A Texas medical agency recently urged a federal court to dismiss an antitrust lawsuit that could have wide-ranging effects on the booming telemedicine industry.

The Texas Medical Board, a state agency that regulates physicians, filed a brief with the U.S. Court of Appeals or the Fifth Circuit asking for a lawsuit brought by telemedicine provider Teladoc Inc. to be dismissed due to  “state action immunity.” State action gives state entities immunity from federal antitrust laws in some circumstances.

The Teladoc case involves a rule adopted by the Texas Medical Board that requires patients to have an in-person physician exam for certain medical services. Teladoc argued that the rule was intentionally set to “eliminate the use of ‘video consultations' in Texas” and limit patient access to telemedicine services in the state, according to the brief.

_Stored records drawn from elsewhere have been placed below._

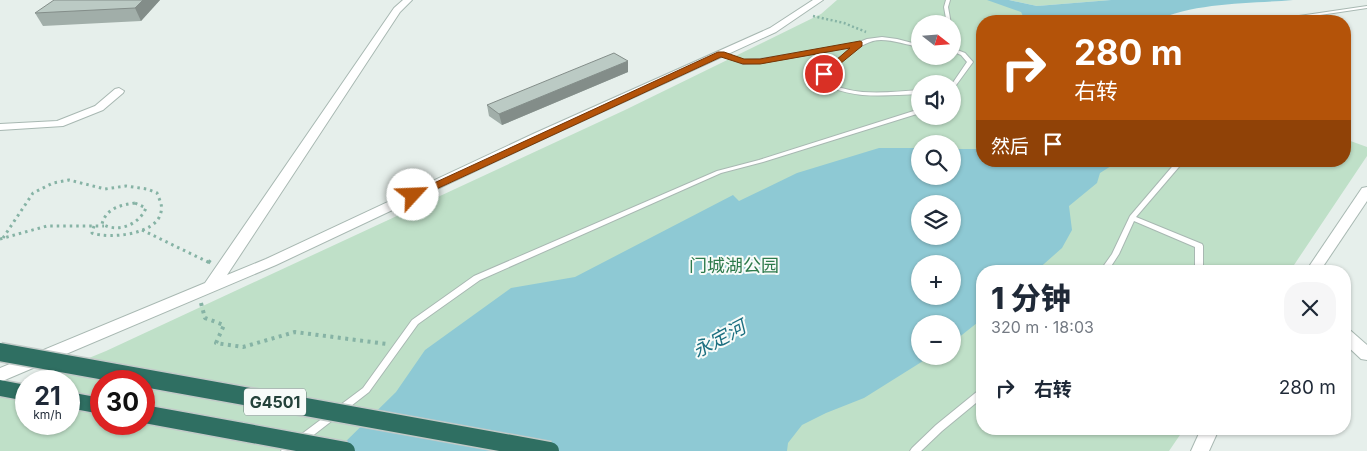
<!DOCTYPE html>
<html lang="zh">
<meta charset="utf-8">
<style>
body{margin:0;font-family:Inter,"Noto Sans SC",sans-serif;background:#f6f6f7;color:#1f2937;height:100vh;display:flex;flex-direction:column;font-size:19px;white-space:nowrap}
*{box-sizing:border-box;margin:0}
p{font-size:16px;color:#747a83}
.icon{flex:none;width:28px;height:28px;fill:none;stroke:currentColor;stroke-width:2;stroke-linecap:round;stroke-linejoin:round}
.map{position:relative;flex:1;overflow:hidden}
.details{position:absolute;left:976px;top:265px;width:375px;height:170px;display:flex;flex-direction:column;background:#fff;border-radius:20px;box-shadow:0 1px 4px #0004}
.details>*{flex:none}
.top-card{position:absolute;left:976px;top:15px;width:375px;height:152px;border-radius:20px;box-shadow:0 1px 4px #0004;background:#b45309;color:#fff;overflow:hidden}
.needle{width:32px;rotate:107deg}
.buttons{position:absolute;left:911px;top:15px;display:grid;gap:10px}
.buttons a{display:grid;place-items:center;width:50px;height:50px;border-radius:50%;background:#fff;box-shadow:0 1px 4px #0004;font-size:25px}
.speed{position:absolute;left:15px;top:370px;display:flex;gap:10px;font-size:25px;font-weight:700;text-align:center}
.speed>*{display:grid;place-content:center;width:65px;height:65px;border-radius:50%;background:#fff;box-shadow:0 1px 4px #0004;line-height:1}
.speed small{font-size:12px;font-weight:400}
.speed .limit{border:8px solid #d22;background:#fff;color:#111}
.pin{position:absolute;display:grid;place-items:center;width:42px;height:42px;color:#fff;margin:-21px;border:2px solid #fff;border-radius:50%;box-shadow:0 1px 5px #0007}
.me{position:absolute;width:55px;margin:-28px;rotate:65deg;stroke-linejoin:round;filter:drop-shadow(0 0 4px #0008)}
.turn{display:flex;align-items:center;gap:18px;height:105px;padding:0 15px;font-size:22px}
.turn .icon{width:65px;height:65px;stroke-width:2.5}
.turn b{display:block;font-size:35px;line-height:42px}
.then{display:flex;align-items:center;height:48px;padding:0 15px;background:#0003;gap:10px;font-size:19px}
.round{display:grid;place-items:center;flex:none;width:52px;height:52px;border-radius:20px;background:#f6f6f7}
.overview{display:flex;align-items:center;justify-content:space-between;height:85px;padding:0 15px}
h1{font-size:30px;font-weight:800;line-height:38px}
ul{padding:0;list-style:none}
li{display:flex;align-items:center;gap:15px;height:75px;padding:0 15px}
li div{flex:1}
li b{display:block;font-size:19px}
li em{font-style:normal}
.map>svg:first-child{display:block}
.green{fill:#bfe0c8;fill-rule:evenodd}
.water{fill:#8ec9d4;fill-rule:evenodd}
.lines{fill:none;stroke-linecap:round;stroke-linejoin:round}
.service-casing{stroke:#a8b8b2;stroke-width:2}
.minor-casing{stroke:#a8b8b2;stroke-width:2}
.motorway-casing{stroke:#c2cac8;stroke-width:3}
.path-far2{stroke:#86b3a5;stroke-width:2.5;stroke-dasharray:2 2.5;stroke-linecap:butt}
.path-far1{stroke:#86b3a5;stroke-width:3;stroke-dasharray:2.5 4;stroke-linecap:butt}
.path{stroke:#86b3a5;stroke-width:4;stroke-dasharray:3 4.5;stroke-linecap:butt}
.service{fill:#fff;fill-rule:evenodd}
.minor{fill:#fff;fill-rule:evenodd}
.motorway{fill:#2f6f62;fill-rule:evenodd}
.motorway-bridge-casing{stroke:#c2cac8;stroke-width:21;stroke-linecap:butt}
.motorway-bridge{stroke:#2f6f62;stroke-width:18}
.wall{fill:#a1aea9}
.shaded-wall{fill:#838d89}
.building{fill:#bbcac4;stroke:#838d89}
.route{fill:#b45309;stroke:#753606}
.labels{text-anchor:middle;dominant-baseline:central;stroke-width:4;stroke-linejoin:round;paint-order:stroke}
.shield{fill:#f7fbf9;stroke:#637a73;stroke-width:1}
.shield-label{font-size:16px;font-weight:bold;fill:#24423a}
.park-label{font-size:18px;fill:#2d7a4b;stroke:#f7fbf9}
.water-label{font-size:19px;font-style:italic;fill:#1c6f80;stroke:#f7fbf9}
</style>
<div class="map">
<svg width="1367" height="451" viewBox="0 0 1367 451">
<rect width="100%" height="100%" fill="#e6efeb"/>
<g class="green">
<path d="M837 0H1005L1042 21H982V161H1345V139L1367 147V156L1290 271H982V429H1184L1169 451H0V395L26 384V424H69V381H33L106 351 625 110 821 14ZM920 24H952V56H920ZM920 84H952V116H920ZM920 144H952V176H920ZM920 204H952V236H920ZM920 264H952V296H920ZM920 324H952V356H920ZM101 381H144V424H101Z"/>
<path d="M1009 0H1111L1037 6Z"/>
</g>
<g class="water">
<path d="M987 0H1009L1037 6 1111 0H1293C1247 4 1197 2 1154 21H1023L1024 18 1021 12Z"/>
<path d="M982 147V161H1119L1100 173 1097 183 1069 206 1072 230 1062 248 1036 271H982V319L953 342 952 324H920V356H931L864 398 826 413 802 425 788 443 787 451H336L396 392 425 350 511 288 575 277 733 195 739 201 797 173 879 148H920V176H952L953 149H977ZM920 204H952V236H920ZM920 264H952V296H920Z"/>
</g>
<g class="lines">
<defs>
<g id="service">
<path d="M946 0H950L948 7 951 24H947L944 7Z"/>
<path d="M1367 6V8L1280 21H1270L1272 20Z"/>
<path d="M882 37 897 39 920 45V47C907 45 894 40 881 40 859 40 838 65 822 79 852 98 887 92 920 90V94C884 95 849 101 817 80V78L853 47 760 63 743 64 718 54 723 53 743 60 760 59 857 43 867 39Z"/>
<path d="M952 48 965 53 973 62 954 88H952V84L967 62 961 55 952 51Z"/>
<path d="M920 109V113L763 162 721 173 480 280 418 324 369 392 293 451H281L283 448 363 388 412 320 474 276 717 171 759 160Z"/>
<path d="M1177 161H1184L1136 217 1202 244 1203 246V271H1195V247L1134 221 1119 254 1108 271H1100L1112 254 1130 216Z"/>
<path d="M979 390H982V398L942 431 921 451H910L912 448 936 425Z"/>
</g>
<g id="minor">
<path d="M403 0H412L400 12 227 275 266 259 533 134 770 28 813 0H823L776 32 541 140 276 265 0 382V368L205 283 394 8Z"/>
<path d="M119 88 124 91 123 93 103 110 63 126 0 130V124L57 121 95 106 115 89Z"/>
<path d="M1367 187V201L1320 271H1306L1362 188Z"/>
<path d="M1345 329 1351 331 1367 345V360L1361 359 1345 344Z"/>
<path d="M1201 429H1219L1209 451H1191Z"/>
</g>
<g id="motorway">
<path d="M0 380 26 385V401L0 396Z"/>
<path d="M69 392 101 398V414L69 408Z"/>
</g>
</defs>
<use href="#service" class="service-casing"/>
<use href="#minor" class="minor-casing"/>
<use href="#motorway" class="motorway-casing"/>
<path class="path-far2" d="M813 16 844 23 866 32"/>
<g class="path-far1">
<path d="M135 203 146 208C139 225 118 233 102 224 106 208 121 205 135 203Z"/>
<path d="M142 230 210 263"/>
<path d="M3 238 33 193 53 183 69 180 105 189 126 186 147 189 157 193C159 199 163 205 161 212 157 235 109 239 92 233L94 226"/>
<path d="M0 239 47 226H104"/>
</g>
<g class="path">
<path d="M208 261 211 263"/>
<path d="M201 303 205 318 224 325 216 343 243 347 295 332 387 344"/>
</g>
<use href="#service" class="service"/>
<use href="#minor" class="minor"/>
<use href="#motorway" class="motorway"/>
<defs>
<g id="motorway-bridge">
<path d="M0 352 550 451"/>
<path d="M144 414 346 451"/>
</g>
</defs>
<use href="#motorway-bridge" class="motorway-bridge-casing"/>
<use href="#motorway-bridge" class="motorway-bridge"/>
</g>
<g class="wall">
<path d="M160 0 141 21 43 26 35 13Z"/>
<path d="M628 61V72L502 125 489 116 487 105Z"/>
</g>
<g class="shaded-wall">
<path d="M143 0H160L141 21 135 8Z"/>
<path d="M628 61V72L502 125 499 114Z"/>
</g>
<g class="building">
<path d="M54 0H143L135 8 35 13Z"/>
<path d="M614 53 628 61 499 114 487 105Z"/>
</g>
<path class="route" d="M860 41 862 42V46L824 77 821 76V73L850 48 760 64H743L721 57 417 198H409L408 195 718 52H724L744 59H760Z"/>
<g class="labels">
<rect class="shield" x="244" y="388.5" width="62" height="27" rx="4"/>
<g class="shield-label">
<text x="275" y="402">G4501</text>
</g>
<g class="park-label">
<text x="734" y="265">门城湖公园</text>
</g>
<g class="water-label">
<text transform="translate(719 339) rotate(-28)">永定河</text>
</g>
</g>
</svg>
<div class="buttons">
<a><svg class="needle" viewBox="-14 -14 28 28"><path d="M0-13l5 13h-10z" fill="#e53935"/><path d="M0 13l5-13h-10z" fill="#747a83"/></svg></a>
<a><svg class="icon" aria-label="sound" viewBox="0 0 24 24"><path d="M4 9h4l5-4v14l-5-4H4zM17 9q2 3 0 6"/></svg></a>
<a><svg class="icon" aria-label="search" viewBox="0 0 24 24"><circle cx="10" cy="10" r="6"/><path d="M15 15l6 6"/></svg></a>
<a><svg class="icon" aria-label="layers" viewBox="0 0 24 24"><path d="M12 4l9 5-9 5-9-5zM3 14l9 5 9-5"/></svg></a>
<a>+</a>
<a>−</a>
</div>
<div class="speed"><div>21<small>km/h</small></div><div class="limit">30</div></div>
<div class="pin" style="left:824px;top:74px;background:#d93025"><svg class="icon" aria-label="arrive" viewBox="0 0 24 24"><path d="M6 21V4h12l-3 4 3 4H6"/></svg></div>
<svg class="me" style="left:413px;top:195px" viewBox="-20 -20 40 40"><circle r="19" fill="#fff"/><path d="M0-13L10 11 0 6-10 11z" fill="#b45309"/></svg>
<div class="top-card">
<div class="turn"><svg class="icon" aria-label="right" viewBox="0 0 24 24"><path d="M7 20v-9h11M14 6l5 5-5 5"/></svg><div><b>280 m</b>右转</div></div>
<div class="then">然后<svg class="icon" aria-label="arrive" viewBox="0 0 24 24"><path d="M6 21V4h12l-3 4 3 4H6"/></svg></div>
</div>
<section class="details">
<div class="overview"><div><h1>1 分钟</h1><p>320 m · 18:03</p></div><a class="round"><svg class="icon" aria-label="close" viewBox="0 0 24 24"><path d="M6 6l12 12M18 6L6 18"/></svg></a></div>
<ul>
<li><svg class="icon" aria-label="right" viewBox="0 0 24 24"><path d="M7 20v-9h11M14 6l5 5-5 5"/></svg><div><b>右转</b></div><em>280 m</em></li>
</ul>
</section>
</div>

The U.S. District Court for the Western District of Texas denied the board's request to have the case dismissed using the state action doctrine in late 2015, Bloomberg BNA reported. Teladoc is expected to file a brief in the case in August. The TMA filed its brief on June 17.

Law experts predicted that the case could have a “wide-ranging effect” on the fast-growing industry thanks to the battle between licensed physicians and the “new and innovative” telemedicine competitors. In 2015 alone, more than 200 new telemedicine bills were introduced by state legislatures.